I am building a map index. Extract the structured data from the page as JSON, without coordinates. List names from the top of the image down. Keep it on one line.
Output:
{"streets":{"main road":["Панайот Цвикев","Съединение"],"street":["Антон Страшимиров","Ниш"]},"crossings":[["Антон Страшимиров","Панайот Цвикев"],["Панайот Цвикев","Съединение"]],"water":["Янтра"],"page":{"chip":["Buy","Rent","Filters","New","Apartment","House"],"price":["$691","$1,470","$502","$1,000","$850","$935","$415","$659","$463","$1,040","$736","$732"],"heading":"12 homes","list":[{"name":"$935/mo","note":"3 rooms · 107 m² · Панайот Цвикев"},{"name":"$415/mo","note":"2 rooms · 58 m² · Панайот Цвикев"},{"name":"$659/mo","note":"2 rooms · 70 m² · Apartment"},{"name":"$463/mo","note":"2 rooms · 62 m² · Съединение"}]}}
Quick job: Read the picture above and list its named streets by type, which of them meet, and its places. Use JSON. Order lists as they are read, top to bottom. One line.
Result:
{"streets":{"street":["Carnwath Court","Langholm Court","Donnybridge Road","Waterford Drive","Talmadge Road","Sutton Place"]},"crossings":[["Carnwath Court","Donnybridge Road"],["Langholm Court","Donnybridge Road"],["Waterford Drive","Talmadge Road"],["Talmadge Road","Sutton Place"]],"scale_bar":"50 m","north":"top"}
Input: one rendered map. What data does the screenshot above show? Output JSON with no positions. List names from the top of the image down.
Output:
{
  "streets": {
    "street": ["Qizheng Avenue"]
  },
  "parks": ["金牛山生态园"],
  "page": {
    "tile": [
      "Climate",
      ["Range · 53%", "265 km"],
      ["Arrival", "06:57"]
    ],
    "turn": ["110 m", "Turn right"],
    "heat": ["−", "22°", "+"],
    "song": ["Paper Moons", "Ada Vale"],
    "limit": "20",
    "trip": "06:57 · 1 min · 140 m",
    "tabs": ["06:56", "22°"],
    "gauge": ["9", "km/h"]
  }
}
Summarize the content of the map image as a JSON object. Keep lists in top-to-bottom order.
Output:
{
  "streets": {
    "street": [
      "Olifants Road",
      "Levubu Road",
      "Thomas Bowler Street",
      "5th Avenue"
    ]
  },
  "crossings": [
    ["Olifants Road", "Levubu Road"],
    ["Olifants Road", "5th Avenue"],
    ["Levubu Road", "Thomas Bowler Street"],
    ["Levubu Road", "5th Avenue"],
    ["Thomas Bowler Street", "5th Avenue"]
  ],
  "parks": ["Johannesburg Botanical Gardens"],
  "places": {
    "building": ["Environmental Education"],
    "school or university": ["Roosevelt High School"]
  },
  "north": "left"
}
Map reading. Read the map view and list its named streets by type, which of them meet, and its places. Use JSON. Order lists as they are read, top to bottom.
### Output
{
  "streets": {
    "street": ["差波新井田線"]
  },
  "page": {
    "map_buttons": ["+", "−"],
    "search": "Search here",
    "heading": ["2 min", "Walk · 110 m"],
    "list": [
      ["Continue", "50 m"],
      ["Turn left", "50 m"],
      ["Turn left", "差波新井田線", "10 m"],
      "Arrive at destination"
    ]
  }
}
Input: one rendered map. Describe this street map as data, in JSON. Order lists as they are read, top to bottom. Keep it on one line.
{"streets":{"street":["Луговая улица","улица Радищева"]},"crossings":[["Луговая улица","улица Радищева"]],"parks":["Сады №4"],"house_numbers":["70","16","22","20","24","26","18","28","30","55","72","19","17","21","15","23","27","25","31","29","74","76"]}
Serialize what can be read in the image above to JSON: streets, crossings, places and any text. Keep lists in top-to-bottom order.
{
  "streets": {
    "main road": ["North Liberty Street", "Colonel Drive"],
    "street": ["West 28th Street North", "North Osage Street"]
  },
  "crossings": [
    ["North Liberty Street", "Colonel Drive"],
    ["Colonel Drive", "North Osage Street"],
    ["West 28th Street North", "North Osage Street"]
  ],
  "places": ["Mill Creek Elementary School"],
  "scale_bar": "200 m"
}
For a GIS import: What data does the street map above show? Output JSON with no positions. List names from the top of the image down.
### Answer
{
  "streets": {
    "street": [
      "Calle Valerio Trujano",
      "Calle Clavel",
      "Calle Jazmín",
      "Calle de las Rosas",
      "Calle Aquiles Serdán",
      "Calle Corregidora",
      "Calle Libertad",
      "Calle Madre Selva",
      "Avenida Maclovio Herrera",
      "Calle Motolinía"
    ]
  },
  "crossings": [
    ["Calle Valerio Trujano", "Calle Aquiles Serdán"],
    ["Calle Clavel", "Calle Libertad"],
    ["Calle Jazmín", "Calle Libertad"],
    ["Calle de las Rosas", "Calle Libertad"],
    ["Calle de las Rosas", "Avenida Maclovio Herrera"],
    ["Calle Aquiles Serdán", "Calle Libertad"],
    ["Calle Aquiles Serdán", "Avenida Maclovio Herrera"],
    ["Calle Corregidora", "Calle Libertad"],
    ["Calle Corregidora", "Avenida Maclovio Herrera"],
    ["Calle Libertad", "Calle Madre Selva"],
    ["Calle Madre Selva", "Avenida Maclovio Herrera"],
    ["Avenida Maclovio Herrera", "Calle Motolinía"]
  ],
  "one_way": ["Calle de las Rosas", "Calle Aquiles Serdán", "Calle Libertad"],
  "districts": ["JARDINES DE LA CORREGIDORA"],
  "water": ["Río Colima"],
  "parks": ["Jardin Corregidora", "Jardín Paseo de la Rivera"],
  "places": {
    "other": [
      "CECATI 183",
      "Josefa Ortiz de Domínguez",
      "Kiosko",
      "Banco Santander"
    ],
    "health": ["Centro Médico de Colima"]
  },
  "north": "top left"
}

▸ **Task**:
Only the lines above that hold "from" are wanted. Show every one of them.

▸ **Expected answer**:
I am building a map index. Extract the structured data from the page as JSON, without coordinates. List names from the top of the image down. Keep it on one line.
Input: one rendered map. What data does the screenshot above show? Output JSON with no positions. List names from the top of the image down.
For a GIS import: What data does the street map above show? Output JSON with no positions. List names from the top of the image down.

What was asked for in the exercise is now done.